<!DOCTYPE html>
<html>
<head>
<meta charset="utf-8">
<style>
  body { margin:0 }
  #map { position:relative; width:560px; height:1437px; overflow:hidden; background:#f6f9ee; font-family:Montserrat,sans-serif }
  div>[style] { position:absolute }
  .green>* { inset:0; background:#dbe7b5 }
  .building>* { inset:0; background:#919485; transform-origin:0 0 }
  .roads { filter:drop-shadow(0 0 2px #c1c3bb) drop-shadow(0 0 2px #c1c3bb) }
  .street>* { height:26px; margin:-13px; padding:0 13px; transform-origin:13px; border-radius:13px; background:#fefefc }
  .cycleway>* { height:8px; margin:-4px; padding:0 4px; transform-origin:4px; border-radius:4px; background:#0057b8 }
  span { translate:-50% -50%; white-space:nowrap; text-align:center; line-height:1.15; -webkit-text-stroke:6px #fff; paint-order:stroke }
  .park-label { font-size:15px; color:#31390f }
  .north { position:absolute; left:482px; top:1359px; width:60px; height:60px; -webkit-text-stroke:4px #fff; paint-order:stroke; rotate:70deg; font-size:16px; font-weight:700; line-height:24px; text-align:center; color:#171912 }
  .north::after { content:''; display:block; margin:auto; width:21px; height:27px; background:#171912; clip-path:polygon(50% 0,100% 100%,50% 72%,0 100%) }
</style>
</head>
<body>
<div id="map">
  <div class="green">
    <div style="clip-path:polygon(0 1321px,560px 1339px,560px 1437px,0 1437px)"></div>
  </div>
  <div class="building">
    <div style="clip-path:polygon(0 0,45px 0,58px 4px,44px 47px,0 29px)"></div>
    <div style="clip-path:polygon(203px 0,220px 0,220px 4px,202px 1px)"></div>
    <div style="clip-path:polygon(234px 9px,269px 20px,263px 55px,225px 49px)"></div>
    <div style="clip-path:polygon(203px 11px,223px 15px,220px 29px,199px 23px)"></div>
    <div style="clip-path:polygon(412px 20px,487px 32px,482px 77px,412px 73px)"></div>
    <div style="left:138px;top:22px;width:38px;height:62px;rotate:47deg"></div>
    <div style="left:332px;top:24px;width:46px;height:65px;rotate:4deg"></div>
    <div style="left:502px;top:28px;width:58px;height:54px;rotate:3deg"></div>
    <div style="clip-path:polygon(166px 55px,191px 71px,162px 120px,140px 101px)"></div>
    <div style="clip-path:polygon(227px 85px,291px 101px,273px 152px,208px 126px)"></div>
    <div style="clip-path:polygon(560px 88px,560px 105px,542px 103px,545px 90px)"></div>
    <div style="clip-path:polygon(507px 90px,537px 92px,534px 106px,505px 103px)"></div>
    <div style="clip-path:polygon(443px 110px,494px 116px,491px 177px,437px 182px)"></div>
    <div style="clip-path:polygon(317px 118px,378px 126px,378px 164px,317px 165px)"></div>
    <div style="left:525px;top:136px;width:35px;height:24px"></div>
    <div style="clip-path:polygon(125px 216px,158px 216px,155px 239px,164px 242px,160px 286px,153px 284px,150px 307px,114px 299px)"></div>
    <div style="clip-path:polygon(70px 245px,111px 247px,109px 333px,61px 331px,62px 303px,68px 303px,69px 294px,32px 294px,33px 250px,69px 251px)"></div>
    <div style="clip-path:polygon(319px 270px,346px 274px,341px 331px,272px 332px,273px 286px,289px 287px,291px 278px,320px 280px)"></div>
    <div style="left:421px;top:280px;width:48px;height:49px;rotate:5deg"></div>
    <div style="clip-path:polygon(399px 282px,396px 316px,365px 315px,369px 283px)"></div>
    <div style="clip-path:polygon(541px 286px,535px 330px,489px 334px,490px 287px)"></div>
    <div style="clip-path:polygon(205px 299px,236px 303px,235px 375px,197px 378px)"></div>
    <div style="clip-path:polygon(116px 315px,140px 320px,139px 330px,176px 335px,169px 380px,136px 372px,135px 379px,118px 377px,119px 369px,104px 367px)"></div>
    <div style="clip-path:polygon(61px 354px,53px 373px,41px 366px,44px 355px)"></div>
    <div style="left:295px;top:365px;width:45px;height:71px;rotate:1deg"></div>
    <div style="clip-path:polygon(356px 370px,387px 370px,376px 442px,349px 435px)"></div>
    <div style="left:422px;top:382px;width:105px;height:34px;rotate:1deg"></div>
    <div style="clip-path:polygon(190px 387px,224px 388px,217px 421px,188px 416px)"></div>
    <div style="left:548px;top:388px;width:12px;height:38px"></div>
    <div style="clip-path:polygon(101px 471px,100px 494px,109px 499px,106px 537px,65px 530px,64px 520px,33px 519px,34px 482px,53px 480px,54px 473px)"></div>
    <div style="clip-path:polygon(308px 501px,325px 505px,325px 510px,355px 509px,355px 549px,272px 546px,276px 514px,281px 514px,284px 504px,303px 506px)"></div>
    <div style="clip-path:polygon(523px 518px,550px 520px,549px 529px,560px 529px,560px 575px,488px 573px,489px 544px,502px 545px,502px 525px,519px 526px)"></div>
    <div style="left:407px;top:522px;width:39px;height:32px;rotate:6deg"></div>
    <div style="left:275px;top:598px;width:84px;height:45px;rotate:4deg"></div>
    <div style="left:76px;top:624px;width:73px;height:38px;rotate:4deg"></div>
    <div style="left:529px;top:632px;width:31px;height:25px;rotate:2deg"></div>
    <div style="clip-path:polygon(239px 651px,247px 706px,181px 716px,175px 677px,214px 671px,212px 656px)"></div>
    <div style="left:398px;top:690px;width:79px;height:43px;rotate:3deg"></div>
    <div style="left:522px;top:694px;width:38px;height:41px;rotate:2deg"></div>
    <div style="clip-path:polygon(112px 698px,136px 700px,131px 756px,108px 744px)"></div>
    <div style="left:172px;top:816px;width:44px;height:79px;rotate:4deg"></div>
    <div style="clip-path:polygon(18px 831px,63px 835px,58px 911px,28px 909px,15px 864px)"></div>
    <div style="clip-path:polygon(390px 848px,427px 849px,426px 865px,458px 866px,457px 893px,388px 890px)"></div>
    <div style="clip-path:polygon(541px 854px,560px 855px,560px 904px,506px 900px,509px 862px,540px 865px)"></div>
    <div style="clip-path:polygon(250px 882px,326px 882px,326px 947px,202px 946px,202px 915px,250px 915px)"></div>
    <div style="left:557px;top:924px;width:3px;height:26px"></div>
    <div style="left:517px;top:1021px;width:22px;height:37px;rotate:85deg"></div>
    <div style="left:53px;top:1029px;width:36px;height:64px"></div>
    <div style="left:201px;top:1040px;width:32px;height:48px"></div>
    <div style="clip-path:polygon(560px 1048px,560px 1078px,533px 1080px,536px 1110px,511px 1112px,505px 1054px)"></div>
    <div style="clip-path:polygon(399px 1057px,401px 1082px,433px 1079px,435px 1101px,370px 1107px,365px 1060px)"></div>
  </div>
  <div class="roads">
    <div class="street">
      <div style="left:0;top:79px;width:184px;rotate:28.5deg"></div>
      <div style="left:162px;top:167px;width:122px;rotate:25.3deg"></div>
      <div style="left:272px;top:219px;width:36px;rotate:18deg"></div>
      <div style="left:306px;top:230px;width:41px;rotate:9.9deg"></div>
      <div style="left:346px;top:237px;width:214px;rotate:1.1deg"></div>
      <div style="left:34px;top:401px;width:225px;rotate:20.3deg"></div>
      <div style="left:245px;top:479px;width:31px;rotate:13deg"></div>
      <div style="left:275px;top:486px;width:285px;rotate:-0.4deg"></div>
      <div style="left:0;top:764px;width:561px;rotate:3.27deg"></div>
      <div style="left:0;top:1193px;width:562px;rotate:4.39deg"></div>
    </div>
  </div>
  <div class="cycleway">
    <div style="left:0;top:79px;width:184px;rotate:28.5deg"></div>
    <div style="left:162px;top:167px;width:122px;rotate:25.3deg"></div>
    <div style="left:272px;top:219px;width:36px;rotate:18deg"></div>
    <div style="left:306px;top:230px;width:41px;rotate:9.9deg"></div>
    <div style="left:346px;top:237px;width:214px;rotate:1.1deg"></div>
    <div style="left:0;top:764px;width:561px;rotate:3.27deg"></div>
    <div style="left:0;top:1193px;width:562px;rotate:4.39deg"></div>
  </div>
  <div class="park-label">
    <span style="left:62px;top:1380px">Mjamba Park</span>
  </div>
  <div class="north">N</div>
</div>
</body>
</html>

* * *

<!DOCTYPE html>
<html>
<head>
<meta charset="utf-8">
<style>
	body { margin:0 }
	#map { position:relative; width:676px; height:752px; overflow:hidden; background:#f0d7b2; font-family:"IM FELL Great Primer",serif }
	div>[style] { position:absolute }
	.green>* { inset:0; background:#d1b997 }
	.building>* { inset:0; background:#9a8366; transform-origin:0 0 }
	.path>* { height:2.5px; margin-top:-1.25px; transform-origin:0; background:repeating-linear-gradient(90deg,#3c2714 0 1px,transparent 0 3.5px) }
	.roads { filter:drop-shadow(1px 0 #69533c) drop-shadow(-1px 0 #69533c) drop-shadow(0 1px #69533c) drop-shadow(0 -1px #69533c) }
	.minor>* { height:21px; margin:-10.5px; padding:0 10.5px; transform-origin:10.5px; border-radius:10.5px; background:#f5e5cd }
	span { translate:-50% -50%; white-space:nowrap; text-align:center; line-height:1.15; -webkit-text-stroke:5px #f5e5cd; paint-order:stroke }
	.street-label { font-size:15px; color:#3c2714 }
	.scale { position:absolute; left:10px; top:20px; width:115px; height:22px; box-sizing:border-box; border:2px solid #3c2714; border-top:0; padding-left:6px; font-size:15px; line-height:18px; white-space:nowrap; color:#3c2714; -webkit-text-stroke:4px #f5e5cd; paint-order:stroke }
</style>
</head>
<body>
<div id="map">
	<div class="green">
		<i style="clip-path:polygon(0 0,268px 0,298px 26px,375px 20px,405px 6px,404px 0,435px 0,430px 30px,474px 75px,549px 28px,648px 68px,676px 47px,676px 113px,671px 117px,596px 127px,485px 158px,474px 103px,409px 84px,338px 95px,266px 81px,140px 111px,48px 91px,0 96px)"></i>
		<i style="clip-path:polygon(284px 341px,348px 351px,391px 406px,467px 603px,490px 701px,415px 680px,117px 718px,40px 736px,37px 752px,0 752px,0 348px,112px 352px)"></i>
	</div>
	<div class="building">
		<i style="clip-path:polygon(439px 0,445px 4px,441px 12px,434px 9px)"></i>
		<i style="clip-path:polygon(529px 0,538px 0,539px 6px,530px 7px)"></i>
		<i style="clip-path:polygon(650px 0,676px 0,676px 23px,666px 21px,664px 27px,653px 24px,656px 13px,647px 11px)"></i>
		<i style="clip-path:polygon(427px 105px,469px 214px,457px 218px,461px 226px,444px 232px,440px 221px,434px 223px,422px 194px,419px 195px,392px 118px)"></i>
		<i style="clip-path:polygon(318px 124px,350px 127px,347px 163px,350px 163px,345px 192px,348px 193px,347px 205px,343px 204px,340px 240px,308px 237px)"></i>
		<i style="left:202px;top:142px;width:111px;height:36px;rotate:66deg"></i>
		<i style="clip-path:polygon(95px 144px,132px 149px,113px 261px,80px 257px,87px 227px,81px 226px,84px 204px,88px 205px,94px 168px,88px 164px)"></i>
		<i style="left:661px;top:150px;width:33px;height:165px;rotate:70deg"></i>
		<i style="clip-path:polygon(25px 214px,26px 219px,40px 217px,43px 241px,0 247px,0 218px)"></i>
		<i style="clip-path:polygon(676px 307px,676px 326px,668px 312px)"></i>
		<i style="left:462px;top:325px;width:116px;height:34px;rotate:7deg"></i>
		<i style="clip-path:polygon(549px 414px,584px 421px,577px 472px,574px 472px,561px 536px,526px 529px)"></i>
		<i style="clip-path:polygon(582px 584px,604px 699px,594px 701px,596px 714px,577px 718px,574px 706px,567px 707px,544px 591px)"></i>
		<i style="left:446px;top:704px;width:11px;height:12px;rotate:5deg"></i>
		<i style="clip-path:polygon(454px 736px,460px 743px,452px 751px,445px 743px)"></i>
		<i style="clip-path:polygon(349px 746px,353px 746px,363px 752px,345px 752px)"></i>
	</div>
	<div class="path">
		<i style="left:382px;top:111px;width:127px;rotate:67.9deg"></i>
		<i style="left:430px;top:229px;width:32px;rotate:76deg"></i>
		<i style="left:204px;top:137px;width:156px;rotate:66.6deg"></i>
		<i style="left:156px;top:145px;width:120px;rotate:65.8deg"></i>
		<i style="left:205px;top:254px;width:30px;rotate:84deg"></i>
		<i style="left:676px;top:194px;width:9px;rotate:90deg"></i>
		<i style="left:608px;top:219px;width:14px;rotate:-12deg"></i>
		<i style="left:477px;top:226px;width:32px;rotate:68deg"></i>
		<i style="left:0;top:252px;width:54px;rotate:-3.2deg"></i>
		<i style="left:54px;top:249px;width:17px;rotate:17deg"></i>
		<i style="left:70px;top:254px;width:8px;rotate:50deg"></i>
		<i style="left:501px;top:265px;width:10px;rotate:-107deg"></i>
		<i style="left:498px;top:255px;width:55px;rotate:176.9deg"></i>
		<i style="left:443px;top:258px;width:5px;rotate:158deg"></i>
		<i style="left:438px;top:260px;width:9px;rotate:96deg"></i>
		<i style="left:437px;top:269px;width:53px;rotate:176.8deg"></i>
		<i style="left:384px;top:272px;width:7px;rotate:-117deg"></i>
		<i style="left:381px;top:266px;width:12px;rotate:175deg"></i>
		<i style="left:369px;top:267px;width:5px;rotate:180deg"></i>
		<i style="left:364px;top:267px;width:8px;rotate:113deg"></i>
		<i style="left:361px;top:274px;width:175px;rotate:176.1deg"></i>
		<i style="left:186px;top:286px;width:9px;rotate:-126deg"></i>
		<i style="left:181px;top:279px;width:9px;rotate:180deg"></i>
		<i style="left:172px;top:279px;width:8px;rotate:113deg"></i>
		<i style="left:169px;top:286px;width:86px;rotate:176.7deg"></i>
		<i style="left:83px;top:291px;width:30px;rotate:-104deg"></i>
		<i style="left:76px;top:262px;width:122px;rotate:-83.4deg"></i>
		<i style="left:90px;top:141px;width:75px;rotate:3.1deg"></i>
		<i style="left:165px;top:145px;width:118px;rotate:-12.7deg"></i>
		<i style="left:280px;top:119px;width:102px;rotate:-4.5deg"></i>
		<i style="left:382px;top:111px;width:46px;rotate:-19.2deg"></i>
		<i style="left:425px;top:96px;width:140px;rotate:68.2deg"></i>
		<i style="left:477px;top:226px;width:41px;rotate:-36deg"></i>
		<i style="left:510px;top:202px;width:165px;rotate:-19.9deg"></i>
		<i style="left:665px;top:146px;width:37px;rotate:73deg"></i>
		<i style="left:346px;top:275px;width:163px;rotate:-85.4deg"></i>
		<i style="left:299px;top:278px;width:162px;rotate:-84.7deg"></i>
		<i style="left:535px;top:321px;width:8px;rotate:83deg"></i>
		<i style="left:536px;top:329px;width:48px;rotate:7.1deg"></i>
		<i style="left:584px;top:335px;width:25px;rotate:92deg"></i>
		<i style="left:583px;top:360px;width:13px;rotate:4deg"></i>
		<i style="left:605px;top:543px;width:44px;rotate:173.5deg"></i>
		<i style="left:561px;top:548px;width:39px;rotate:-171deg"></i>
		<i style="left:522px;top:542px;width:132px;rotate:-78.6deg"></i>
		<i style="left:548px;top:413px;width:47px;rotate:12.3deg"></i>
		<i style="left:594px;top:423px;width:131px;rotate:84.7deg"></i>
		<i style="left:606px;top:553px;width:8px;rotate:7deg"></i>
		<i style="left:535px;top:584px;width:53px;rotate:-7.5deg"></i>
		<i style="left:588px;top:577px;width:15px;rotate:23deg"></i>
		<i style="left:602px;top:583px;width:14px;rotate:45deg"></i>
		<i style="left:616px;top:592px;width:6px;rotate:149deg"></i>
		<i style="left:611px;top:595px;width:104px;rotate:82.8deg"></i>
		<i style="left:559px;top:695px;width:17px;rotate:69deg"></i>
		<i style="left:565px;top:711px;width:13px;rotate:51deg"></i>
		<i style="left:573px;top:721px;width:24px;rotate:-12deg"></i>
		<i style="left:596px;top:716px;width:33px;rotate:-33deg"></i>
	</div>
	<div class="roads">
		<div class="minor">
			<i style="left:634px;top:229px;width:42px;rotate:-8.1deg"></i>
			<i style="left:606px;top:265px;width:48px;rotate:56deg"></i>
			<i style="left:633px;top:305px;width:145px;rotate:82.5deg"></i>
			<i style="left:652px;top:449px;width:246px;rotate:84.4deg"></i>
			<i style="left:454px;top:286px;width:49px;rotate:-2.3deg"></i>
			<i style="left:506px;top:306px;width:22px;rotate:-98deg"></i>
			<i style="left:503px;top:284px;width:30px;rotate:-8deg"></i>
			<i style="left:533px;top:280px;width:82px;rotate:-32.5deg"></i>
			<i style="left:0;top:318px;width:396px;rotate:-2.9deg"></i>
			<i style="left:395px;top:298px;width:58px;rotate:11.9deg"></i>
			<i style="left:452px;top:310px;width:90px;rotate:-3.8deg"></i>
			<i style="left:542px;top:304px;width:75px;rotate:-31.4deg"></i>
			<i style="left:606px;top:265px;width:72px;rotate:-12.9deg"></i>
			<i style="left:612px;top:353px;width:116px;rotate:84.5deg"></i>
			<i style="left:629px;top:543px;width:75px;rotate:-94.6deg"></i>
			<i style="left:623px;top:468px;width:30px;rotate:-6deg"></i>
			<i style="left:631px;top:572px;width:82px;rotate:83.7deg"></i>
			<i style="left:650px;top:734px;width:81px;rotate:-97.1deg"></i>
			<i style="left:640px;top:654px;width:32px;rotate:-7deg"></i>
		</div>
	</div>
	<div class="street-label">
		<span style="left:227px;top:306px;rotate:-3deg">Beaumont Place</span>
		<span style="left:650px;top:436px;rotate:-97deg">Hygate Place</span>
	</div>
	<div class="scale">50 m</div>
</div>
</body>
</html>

Exercise details. Only one stretch of the records above is wanted: the lines between the one holding "inset:0; background:#9a8366; transform-origin:0" and the one holding "filter:drop-shadow(1px 0 #69533c)", inclusive, reproduced exactly.

Problem solution.
	.building>* { inset:0; background:#9a8366; transform-origin:0 0 }
	.path>* { height:2.5px; margin-top:-1.25px; transform-origin:0; background:repeating-linear-gradient(90deg,#3c2714 0 1px,transparent 0 3.5px) }
	.roads { filter:drop-shadow(1px 0 #69533c) drop-shadow(-1px 0 #69533c) drop-shadow(0 1px #69533c) drop-shadow(0 -1px #69533c) }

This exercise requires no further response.